■ **Dataset entries**
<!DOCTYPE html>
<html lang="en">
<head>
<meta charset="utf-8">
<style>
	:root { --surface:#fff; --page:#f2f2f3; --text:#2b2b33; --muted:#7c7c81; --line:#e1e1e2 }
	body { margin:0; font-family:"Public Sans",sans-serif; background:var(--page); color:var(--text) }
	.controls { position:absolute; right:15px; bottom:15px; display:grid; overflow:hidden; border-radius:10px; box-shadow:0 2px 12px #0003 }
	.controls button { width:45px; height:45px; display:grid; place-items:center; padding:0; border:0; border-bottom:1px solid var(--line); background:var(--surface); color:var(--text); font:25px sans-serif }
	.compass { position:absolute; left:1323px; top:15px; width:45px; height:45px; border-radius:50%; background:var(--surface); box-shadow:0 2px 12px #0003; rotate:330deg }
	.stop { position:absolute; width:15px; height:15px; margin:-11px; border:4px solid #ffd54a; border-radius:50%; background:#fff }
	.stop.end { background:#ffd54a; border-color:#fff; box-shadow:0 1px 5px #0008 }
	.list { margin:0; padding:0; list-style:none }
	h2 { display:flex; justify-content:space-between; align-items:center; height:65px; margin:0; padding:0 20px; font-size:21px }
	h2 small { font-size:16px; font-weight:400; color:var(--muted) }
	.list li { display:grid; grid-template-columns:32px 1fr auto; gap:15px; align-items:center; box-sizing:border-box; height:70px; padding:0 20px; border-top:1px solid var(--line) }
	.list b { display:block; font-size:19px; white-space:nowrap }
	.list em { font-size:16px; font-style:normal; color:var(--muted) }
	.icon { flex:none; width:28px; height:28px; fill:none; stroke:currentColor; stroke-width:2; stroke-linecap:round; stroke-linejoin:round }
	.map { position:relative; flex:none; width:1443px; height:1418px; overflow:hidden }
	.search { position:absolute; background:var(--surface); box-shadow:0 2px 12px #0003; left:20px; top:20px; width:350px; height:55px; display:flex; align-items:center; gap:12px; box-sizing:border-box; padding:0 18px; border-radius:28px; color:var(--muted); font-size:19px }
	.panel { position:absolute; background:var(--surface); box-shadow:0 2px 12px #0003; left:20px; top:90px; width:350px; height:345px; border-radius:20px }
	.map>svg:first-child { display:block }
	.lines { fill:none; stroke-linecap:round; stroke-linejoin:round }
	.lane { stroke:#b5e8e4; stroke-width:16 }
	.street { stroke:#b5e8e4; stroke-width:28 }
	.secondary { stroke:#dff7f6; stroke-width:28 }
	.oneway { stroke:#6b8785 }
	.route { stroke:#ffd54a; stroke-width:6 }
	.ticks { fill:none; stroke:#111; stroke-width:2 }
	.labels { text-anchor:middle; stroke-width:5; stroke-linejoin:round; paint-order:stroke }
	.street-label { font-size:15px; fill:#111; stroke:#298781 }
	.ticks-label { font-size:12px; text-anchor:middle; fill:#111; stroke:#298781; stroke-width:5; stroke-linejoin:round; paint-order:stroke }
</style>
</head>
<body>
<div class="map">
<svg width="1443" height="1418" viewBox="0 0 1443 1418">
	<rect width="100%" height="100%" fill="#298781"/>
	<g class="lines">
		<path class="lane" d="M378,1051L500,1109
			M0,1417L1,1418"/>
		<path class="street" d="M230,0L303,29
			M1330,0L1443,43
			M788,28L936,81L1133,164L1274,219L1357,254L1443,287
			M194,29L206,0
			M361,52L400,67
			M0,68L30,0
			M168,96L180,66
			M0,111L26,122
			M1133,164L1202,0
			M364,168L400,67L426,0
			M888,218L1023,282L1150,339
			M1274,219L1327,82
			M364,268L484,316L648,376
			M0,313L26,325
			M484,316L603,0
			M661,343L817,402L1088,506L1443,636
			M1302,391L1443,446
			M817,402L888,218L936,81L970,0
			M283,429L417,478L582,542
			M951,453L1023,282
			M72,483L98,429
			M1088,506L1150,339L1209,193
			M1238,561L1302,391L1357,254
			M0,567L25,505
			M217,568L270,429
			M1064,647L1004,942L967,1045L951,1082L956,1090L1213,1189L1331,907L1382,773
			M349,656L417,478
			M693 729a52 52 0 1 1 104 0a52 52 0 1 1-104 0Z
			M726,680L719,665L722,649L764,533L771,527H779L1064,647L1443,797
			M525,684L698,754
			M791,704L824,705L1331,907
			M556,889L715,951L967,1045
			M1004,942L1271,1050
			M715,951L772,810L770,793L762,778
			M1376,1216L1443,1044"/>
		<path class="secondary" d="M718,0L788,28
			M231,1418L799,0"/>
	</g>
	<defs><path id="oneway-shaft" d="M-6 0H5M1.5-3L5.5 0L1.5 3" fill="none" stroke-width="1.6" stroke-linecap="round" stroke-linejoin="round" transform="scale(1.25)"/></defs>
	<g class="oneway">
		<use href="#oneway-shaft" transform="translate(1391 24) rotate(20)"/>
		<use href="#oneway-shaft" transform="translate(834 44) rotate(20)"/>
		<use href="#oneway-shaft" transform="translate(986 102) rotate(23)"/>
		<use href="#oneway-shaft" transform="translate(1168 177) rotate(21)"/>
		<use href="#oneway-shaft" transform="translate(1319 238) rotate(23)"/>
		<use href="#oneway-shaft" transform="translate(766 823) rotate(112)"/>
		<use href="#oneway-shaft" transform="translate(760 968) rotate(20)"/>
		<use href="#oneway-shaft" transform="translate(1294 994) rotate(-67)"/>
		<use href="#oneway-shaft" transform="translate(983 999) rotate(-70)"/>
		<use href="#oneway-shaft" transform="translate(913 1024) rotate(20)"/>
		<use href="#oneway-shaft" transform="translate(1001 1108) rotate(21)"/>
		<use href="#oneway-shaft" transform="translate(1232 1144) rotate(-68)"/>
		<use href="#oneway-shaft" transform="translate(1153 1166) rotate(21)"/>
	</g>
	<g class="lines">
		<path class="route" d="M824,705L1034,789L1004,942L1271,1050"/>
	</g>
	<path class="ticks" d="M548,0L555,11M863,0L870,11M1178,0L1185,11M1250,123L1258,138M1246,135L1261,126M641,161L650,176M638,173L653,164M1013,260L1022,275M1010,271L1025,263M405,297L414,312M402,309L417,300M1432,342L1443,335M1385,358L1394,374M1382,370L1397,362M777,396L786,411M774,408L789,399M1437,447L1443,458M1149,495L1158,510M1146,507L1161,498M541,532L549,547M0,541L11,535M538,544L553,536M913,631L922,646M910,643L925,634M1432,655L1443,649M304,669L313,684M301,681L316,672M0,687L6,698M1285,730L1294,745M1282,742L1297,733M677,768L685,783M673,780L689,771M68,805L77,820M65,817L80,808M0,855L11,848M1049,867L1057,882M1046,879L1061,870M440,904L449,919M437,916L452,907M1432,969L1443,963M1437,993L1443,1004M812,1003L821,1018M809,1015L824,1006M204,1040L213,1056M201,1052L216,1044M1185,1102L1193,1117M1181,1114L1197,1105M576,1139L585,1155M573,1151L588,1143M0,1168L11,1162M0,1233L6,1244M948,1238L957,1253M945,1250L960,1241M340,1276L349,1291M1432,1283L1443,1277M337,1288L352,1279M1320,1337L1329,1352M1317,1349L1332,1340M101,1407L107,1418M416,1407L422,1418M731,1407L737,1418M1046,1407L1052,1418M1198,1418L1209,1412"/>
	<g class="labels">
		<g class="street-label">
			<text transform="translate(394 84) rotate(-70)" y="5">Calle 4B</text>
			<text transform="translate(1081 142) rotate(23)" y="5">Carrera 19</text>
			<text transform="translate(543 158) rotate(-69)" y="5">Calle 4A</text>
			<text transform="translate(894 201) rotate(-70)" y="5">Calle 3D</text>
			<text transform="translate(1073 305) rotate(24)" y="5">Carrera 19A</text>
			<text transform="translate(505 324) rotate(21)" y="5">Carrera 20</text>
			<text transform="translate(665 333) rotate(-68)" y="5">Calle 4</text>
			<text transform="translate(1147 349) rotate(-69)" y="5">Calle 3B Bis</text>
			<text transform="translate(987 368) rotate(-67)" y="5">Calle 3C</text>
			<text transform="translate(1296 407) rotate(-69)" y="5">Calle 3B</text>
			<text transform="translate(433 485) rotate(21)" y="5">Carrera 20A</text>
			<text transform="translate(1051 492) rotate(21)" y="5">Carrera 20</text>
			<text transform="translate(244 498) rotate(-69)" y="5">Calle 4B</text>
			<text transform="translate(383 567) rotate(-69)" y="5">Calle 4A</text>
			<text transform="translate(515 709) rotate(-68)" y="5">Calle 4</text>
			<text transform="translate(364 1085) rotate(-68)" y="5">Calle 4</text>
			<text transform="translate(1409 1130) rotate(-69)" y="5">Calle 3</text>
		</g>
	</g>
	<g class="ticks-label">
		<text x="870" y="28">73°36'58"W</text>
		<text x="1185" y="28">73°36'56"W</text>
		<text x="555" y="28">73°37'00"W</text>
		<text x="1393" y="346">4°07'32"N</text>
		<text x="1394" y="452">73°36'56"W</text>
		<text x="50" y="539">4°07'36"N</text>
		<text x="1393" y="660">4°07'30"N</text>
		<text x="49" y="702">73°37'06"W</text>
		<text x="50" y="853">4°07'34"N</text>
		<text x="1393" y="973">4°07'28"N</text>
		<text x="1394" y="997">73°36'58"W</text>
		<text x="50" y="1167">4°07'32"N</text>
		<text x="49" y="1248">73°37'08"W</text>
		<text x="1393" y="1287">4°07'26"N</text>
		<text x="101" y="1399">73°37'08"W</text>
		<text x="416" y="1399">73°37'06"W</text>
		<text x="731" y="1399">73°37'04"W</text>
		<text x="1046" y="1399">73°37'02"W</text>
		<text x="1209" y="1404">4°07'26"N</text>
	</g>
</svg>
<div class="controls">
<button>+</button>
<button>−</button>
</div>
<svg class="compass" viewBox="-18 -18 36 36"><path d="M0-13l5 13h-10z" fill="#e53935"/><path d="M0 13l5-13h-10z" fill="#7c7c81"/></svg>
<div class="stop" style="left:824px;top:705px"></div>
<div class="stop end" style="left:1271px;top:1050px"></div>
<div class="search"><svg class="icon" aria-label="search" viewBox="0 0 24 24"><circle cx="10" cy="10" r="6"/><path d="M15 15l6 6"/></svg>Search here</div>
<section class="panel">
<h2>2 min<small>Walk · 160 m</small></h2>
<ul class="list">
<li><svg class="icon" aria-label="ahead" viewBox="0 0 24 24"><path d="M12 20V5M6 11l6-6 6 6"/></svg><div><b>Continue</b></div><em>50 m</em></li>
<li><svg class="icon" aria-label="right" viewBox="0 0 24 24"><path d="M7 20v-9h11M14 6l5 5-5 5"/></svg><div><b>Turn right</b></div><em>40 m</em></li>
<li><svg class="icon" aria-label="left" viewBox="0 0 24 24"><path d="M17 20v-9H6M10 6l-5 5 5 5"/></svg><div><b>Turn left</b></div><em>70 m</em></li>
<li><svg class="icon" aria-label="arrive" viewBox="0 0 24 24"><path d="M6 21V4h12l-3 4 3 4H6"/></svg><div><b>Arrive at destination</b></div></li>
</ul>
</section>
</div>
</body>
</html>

■ **WHAT TO WORK ON**
When you find a line in the records that contains the word "bottom", copy it.

■ **SOLUTION TO THIS EXERCISE**
	.controls { position:absolute; right:15px; bottom:15px; display:grid; overflow:hidden; border-radius:10px; box-shadow:0 2px 12px #0003 }
	.controls button { width:45px; height:45px; display:grid; place-items:center; padding:0; border:0; border-bottom:1px solid var(--line); background:var(--surface); color:var(--text); font:25px sans-serif }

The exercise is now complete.